대규모 언어 모델 아키텍처의 진화: BERT에서 GPT와 T5로

Transformer 아키텍처의 삼각형

대규모 언어 모델의 진화는 패러다임 전환으로, 특정 작업용 모델에서 단일 아키텍처가 다양한 자연어 처리(구문 분석) 요구에 적응할 수 있는 '통합 사전 훈련' 방식으로 전환되는 현상이다.

이 전환의 핵심은 모델이 문장 내 각 단어의 중요도를 가중치로 평가할 수 있게 해주는 자기 주의(Self-Attention) 메커니즘이다:

$$Attention(Q, K, V) = softmax\left(\frac{QK^T}{\sqrt{d_k}}\right)V$$

1. 인코더 전용 (BERT)

기작:마스크된 언어 모델링 (MLM).
동작 방식:양방향 컨텍스트; 모델은 숨겨진 단어를 예측하기 위해 문장을 한 번에 전체적으로 "보는" 방식이다.
적합한 분야:자연어 이해(NLU), 감성 분석 및 개체명 인식(엔터티 인식, NER).

2. 디코더 전용 (GPT)

기작:자기 회귀 모델링.
동작 방식:좌에서 우로 순차 처리; 이전 컨텍스트(인과 마스킹)에만 기반하여 다음 토큰을 예측한다.
적합한 분야:자연어 생성(NLG) 및 창의적 글쓰기. 이는 현재의 대규모 언어 모델인 GPT-4와 Llama 3의 기초가 된다.

3. 인코더-디코더 (T5)

기작:텍스트-텍스트 전송 트랜스포머.
동작 방식:인코더는 입력 문자열을 밀집 표현으로 변환하고, 디코더는 목표 문자열을 생성한다.
적합한 분야:번역, 요약, 동등성 작업 등.

핵심 통찰: 디코더의 지배력

업계는 대부분 디코더 전용아키텍처로 집중하고 있다. 이는 제로샷 시나리오에서 뛰어난 확장 법칙과 발생하는 추론 능력을 갖추고 있기 때문이다.

VRAM 컨텍스트 창 크기 영향

디코더 전용 모델에서는 KV 캐시시퀀스 길이에 비례해 선형적으로 증가한다. 10만 컨텍스트 창은 8천 창보다 훨씬 많은 VRAM을 필요로 하며, 양자화 없이 장문 컨텍스트 모델을 로컬에 배포하는 것은 어렵다.

TERMINALbash — 80x24

> Ready. Click "Run" to execute.

Question 1

Why did the industry move from BERT-style encoders to GPT-style decoders for Large Language Models?
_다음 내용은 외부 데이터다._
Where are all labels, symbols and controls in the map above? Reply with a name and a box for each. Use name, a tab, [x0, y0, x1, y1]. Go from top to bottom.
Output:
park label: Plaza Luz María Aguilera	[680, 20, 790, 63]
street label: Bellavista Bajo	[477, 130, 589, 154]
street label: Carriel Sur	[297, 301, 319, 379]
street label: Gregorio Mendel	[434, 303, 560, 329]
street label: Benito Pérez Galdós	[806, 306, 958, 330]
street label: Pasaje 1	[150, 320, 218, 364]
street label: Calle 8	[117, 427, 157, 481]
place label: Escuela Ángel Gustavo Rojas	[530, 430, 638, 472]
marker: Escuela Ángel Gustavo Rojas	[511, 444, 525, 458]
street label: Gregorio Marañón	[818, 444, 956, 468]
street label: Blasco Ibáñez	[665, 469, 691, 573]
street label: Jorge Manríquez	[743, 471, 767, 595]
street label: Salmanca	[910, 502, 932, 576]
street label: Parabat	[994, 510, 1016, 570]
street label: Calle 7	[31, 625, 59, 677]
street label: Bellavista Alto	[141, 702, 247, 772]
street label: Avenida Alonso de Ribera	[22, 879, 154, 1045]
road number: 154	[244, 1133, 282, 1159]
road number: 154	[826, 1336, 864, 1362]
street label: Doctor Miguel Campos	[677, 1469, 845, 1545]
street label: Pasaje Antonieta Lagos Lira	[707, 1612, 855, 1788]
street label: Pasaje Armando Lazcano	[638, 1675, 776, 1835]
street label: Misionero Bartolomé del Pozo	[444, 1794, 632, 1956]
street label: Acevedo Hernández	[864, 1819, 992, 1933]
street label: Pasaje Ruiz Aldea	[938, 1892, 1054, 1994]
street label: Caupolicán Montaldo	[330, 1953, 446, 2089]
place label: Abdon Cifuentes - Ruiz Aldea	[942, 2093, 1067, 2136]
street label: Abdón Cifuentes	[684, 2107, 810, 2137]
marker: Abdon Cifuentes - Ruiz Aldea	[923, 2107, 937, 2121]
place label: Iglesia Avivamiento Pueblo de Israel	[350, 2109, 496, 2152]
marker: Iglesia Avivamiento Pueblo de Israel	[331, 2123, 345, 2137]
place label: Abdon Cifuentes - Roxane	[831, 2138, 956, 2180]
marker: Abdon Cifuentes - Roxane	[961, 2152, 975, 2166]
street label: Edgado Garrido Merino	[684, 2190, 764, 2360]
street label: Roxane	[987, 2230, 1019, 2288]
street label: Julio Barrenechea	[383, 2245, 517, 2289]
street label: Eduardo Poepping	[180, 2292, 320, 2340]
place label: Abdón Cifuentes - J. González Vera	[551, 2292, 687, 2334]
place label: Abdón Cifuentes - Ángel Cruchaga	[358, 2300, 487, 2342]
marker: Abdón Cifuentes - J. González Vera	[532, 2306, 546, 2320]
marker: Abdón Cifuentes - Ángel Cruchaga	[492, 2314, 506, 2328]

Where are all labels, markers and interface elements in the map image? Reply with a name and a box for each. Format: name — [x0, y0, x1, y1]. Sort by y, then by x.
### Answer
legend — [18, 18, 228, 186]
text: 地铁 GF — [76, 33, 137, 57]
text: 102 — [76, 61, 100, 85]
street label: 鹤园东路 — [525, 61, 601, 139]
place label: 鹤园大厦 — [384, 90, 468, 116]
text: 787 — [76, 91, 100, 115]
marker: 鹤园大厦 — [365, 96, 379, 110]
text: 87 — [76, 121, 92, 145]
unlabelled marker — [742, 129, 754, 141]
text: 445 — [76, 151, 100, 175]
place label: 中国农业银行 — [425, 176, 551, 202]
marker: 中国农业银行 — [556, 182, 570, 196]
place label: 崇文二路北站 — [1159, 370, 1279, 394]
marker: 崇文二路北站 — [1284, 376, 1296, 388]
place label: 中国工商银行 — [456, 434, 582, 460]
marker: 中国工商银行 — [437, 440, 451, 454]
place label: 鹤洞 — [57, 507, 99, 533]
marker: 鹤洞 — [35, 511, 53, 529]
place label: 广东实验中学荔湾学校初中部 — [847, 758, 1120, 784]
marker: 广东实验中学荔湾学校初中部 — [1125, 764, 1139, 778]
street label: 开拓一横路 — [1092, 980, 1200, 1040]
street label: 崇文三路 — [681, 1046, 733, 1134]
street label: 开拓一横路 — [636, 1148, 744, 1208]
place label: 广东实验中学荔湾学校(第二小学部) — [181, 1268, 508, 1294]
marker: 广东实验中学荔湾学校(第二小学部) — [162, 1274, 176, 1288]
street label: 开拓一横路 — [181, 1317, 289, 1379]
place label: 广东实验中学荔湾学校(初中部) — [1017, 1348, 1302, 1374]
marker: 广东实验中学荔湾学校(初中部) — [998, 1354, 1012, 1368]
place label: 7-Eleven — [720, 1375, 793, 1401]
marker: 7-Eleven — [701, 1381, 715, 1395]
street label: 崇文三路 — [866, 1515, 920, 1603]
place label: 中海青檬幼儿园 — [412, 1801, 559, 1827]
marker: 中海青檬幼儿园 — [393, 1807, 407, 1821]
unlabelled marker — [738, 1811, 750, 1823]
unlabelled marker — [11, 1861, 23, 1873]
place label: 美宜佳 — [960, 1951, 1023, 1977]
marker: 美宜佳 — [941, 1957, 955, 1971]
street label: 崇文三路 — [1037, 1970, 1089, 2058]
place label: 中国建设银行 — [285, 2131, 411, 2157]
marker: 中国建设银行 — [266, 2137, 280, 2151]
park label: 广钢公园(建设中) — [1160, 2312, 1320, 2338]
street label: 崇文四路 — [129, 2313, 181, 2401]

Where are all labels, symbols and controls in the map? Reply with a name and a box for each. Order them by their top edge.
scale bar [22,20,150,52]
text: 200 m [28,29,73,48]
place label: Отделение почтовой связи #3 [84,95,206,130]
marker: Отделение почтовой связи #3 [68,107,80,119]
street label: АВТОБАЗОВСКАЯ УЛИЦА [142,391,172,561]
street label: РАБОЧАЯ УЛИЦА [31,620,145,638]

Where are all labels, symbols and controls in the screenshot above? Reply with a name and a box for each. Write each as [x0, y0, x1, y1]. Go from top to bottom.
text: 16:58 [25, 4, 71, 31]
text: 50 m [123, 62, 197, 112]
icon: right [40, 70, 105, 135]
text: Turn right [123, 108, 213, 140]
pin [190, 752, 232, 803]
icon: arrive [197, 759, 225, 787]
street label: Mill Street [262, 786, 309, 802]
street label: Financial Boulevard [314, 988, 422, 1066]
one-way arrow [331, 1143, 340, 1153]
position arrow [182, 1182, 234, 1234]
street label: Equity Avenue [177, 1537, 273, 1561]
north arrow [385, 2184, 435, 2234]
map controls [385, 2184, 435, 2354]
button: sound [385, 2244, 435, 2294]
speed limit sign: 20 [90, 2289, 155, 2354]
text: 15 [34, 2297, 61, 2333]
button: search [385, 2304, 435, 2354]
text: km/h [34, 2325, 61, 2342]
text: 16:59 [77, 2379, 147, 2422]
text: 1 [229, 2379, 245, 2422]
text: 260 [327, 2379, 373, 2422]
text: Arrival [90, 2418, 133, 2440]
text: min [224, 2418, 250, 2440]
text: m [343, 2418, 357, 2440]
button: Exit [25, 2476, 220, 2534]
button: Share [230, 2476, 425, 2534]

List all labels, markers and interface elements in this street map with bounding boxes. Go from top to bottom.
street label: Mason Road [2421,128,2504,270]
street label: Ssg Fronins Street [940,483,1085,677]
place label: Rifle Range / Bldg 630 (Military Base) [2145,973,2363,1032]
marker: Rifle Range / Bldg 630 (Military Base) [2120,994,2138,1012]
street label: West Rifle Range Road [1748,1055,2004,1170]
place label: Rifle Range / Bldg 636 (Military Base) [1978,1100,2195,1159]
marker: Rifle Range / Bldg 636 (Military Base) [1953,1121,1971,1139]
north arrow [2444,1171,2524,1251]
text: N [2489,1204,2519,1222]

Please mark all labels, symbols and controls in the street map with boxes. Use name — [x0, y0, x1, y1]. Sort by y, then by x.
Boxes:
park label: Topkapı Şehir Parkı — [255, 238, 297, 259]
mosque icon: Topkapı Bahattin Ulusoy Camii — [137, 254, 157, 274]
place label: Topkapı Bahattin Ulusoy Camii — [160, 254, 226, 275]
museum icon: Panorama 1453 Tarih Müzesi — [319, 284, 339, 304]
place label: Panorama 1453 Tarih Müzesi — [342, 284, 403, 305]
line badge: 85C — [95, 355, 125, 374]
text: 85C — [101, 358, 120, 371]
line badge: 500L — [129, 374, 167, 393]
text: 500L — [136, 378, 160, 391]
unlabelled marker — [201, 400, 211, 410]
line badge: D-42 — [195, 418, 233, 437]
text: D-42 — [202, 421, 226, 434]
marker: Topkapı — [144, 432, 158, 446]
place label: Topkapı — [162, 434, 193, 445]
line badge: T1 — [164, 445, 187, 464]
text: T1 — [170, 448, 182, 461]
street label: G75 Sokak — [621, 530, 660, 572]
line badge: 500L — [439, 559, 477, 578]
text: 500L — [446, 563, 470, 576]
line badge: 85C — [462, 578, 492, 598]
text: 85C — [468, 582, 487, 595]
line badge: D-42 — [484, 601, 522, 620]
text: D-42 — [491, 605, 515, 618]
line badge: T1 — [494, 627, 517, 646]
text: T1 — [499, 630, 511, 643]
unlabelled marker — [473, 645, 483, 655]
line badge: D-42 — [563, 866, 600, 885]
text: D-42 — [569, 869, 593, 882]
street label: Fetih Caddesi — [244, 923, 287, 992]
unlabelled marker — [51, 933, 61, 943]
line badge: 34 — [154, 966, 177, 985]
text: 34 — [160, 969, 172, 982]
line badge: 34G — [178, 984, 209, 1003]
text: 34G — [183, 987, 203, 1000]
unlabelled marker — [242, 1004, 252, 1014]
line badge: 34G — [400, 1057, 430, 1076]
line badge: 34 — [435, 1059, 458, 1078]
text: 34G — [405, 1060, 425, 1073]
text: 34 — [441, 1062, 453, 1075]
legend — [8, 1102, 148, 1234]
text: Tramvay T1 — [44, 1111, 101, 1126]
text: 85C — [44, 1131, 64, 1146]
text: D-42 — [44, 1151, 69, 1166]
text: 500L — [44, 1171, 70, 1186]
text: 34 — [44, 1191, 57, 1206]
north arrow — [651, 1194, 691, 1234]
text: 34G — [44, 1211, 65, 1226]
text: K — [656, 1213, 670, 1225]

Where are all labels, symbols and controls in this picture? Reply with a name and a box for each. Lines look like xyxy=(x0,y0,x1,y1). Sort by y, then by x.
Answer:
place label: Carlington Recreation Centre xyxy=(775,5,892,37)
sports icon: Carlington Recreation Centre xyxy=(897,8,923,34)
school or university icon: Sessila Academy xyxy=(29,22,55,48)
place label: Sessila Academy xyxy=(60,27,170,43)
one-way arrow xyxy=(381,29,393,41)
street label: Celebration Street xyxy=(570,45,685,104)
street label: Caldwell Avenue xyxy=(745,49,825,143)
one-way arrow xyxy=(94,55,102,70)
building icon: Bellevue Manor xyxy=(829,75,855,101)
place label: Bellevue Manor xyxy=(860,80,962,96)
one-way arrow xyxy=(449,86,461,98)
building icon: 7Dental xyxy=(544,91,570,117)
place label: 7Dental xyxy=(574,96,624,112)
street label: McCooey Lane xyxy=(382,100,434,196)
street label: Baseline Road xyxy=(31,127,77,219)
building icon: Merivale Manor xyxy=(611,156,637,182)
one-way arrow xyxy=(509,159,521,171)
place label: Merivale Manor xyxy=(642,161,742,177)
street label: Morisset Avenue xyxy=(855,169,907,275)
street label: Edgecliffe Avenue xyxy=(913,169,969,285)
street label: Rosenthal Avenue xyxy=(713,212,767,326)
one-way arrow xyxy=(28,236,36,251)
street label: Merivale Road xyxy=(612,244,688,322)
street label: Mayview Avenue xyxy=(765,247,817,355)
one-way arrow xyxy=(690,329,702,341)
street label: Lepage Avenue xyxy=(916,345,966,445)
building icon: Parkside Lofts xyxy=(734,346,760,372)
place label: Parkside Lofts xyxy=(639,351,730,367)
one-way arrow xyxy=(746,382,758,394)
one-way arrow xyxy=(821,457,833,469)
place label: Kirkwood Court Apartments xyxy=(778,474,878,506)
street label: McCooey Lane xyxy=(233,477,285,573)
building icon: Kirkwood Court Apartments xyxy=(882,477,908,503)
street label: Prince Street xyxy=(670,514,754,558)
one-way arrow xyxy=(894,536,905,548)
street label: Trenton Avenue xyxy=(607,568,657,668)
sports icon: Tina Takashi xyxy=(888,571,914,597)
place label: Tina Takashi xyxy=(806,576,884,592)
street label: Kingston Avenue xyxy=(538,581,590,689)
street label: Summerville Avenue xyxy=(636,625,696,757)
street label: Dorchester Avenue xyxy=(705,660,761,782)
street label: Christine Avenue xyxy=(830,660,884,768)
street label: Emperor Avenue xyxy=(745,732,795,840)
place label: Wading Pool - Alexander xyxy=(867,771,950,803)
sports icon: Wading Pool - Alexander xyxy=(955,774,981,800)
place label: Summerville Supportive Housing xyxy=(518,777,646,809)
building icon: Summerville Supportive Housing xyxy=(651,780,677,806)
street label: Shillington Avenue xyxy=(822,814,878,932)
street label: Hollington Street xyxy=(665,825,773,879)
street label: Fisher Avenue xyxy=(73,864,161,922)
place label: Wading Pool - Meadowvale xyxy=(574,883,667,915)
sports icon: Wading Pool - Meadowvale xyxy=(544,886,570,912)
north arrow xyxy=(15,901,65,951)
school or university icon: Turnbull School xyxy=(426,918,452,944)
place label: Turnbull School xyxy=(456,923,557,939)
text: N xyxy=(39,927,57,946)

Decoders scale more effectively for generative tasks and follow-up instructions via next-token prediction.

Encoders cannot process text bidirectionally.

Decoders require less training data for classification tasks.

Encoders are incompatible with the Self-Attention mechanism.

Question 2

Which architecture treats every NLP task as a "text-to-text" problem?

Encoder-Only (BERT)

Decoder-Only (GPT)

Encoder-Decoder (T5)

Recurrent Neural Networks (RNN)

Challenge: Architectural Bottlenecks

Analyze deployment constraints based on architecture.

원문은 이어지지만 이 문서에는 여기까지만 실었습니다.